“The rocks which occur in the district, as far as I have yet seen, are granite, basalt, and members of the trap family, slate, sandstone, and shale.

“Coal containing but little bituminous matter occurs in in beds in the sandstone. In a kloof near the drift of the Bushman’s River, there is a bed nine inches thick. This is the nearest locality I am aware of to Pietermaritzburg; it is distant about sixty-three miles. It is more abundant to the north-west, and I observed it in a small river near Biggar’s Berg, in about latitude 28 degrees 7 minutes South, and longitude 29 degrees 25 minutes East, in a bed six feet thick, and of good quality; it is here cut through by a vein of trap.”


Note 1. In the Blue Book for 1847, the latest published account, the numbers stand, 71,113 white, and 75,977 coloured; but this leaves more than 21,000 of the total unaccounted for.


Part 1, Chapter II.

Information for Emigrants.

As it is my wish to put nothing but trustworthy information into the hands of those who may be meditating so very important a step as removing themselves and all that they value far from their native land, I have carefully abstracted the following statements from the last Colonisation Circular, issued (March, 1850) by Her Majesty’s Colonial Land and Emigration Commissioners.

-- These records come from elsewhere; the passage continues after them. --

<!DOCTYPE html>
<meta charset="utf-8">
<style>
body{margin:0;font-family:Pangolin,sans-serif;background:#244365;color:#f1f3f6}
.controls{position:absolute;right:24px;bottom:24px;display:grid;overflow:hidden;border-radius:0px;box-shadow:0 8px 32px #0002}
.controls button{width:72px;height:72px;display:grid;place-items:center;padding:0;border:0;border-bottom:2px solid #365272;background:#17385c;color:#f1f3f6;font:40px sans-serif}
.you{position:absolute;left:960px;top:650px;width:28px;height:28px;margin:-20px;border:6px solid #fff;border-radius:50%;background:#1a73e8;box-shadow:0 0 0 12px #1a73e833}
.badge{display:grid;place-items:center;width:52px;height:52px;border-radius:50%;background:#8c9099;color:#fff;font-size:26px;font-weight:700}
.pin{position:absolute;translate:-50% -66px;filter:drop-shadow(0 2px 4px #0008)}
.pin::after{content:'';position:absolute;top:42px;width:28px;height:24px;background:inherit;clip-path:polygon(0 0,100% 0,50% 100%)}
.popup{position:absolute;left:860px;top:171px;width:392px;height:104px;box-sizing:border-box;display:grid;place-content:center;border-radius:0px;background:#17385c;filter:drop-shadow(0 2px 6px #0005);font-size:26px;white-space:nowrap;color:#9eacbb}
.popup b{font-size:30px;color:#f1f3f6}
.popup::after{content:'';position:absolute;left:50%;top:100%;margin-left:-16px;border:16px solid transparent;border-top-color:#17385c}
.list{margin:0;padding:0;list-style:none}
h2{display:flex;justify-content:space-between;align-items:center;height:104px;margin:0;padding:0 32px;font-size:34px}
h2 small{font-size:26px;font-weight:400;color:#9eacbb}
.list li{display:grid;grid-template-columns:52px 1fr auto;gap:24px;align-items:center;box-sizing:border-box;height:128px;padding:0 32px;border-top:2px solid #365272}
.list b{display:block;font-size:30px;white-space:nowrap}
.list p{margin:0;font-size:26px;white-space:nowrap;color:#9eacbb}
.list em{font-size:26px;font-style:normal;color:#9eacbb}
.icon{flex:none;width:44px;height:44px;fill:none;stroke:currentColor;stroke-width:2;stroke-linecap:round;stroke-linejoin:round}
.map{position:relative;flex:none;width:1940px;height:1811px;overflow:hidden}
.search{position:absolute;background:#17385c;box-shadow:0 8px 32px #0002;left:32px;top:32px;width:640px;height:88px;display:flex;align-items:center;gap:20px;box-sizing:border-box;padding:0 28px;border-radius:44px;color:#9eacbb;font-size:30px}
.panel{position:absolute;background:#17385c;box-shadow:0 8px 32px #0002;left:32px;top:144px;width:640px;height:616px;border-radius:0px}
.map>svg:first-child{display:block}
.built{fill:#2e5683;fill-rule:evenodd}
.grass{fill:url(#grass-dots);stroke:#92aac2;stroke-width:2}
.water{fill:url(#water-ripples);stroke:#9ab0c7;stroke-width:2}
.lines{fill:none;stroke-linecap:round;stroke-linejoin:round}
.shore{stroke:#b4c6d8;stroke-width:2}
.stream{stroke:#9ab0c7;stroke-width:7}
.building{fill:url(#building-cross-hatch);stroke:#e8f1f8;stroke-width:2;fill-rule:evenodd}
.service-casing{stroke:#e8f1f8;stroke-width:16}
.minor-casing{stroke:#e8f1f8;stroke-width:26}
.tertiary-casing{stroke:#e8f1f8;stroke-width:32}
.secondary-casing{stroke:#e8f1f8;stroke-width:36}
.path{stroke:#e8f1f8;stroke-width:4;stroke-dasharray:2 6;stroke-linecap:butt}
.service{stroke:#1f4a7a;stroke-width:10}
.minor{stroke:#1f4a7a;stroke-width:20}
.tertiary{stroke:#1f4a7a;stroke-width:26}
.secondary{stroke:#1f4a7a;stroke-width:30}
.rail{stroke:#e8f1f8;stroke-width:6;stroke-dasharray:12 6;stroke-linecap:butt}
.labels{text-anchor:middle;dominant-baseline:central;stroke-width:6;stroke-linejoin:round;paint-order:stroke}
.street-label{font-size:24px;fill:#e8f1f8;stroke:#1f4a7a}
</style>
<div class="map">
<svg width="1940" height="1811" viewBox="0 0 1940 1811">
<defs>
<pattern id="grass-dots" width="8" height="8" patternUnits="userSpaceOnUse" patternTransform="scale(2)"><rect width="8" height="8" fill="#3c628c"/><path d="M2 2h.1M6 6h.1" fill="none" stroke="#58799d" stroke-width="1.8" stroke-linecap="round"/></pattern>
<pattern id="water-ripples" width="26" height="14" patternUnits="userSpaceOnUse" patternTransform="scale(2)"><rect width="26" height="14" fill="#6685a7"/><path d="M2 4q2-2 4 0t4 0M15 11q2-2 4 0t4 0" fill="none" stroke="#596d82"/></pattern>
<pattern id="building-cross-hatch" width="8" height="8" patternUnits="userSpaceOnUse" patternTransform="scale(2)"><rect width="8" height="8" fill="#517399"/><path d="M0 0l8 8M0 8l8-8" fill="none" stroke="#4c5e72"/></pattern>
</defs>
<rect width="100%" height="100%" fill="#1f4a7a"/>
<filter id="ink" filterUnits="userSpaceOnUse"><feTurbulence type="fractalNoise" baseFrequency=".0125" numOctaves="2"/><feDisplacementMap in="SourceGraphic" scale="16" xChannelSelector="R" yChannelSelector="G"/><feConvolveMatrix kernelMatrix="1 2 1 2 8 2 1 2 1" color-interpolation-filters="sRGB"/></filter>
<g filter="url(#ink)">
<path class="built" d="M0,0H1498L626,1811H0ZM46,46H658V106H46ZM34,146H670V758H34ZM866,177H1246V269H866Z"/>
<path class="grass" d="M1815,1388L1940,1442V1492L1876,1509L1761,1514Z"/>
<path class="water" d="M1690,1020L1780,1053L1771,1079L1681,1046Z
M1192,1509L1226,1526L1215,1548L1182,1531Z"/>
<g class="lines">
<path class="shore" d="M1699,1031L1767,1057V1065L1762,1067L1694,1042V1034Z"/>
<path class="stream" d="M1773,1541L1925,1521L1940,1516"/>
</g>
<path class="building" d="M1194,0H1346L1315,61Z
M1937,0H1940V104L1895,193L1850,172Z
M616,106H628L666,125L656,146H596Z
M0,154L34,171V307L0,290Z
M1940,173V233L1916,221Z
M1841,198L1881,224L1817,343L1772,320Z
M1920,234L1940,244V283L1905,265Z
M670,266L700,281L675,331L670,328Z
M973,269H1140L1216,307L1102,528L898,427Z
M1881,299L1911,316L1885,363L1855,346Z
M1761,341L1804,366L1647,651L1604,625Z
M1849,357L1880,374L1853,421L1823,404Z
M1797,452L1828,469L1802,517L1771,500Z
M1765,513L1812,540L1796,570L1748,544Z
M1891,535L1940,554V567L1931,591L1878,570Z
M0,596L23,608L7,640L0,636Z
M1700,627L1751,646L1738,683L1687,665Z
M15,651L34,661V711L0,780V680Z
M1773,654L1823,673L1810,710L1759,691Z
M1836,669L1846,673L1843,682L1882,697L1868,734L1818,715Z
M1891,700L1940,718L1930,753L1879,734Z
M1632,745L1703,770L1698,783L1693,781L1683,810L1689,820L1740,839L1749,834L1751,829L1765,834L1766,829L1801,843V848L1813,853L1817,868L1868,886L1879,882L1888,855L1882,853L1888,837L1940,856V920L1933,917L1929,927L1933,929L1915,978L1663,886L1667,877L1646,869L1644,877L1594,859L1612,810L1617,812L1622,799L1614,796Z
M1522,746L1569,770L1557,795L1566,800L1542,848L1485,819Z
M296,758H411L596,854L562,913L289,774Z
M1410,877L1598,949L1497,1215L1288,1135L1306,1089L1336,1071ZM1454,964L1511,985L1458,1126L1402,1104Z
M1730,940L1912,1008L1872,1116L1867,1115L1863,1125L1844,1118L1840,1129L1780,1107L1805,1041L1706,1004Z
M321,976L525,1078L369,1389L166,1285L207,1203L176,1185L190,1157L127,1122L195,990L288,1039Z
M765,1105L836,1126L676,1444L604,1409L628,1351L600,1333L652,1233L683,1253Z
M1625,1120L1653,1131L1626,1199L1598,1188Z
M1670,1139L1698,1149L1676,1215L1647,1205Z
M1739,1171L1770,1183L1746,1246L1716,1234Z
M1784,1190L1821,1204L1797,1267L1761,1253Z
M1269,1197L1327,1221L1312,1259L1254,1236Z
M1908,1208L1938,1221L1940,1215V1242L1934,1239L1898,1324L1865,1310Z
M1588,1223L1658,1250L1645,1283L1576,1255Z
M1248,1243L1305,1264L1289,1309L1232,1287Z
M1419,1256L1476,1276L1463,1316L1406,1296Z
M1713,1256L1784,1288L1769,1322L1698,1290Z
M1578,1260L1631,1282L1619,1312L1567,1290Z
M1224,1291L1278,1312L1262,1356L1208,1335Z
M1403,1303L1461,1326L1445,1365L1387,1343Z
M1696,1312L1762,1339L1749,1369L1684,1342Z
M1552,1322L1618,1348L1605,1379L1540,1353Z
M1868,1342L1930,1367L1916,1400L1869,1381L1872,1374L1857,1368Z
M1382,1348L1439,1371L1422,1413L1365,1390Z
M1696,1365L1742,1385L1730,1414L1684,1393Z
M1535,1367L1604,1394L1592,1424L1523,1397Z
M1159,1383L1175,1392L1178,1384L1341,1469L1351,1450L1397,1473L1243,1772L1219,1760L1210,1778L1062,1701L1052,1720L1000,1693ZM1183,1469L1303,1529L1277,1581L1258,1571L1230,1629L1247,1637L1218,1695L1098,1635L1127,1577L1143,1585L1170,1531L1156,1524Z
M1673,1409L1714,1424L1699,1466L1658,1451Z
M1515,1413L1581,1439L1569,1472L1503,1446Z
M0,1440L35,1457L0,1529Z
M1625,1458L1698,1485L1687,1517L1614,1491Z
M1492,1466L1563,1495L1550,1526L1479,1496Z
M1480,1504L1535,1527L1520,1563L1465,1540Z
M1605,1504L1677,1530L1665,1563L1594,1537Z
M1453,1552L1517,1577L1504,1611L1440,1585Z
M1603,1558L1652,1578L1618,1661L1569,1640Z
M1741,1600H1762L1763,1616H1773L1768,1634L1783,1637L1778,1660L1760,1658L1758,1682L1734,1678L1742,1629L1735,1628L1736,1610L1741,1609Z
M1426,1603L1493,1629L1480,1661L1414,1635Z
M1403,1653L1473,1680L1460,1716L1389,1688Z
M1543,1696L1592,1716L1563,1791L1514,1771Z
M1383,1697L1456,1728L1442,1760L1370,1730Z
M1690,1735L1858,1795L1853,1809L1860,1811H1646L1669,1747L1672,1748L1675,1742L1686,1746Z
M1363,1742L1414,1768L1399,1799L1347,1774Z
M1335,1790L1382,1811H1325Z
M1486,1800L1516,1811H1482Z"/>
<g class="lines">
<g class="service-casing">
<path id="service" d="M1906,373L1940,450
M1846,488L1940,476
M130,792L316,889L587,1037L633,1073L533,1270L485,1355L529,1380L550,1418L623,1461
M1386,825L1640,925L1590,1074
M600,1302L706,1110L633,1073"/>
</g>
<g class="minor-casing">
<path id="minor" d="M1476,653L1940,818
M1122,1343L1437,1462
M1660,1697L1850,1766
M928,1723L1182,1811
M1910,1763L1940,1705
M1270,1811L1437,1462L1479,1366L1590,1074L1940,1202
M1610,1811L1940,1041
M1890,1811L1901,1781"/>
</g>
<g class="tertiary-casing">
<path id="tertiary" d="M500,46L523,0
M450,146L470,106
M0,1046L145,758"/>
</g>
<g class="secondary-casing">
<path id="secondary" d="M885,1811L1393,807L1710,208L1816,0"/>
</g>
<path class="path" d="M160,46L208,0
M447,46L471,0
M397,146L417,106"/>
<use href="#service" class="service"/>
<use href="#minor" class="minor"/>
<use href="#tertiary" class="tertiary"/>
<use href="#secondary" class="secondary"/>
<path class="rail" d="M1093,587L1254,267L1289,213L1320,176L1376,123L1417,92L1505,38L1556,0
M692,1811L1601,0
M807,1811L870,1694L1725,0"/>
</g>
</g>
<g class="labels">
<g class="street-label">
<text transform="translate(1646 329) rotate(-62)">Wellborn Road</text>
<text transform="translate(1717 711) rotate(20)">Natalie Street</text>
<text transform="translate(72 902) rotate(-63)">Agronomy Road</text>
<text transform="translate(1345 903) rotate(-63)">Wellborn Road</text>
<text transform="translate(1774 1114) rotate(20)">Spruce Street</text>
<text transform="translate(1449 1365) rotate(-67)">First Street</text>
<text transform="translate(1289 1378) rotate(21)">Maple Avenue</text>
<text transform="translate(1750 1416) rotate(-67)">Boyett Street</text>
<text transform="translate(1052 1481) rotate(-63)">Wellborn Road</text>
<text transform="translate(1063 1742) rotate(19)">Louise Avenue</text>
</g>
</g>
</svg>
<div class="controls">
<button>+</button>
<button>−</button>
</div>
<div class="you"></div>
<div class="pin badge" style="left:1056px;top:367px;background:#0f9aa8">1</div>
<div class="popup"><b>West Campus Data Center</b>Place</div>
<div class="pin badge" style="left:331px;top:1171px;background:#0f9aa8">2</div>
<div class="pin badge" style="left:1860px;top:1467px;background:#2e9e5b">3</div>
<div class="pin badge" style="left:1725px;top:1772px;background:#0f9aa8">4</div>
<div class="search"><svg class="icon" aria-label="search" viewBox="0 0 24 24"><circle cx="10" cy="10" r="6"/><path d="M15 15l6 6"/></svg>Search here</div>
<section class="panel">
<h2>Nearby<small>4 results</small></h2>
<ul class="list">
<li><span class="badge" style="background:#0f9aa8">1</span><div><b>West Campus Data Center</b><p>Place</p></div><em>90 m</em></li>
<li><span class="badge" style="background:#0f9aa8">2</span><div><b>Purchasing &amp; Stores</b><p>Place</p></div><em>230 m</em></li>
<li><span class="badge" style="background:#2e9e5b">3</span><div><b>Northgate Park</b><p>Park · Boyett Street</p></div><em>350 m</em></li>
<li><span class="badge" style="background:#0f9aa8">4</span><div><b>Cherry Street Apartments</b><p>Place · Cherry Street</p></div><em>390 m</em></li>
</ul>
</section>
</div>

“The Government Emigration Officers in the United Kingdom, are:—London: Lieut. Lean, R.N., Office, 70, Lower Thames-Street. Liverpool: Lieut. Hodder, R.N., Stanley Buildings. Plymouth: Lieut. Carew, R.N. Glasgow and Greenock: Capt. Patey, R.N. Dublin: Lieut. Henry, R.N. Cork: Lieut. Friend, R.N. Belfast: Lieut. Stark, R.N. Limerick: Mr Lynch, R.N. Sligo, Donegal, Ballina etc: Lieut. Shuttleworth, R.N.; Lieut. Moriarty, R.N. Londonderry: Lieut. Ramsay, R.N. Waterford and New Res. Comm. Ellis, R.N.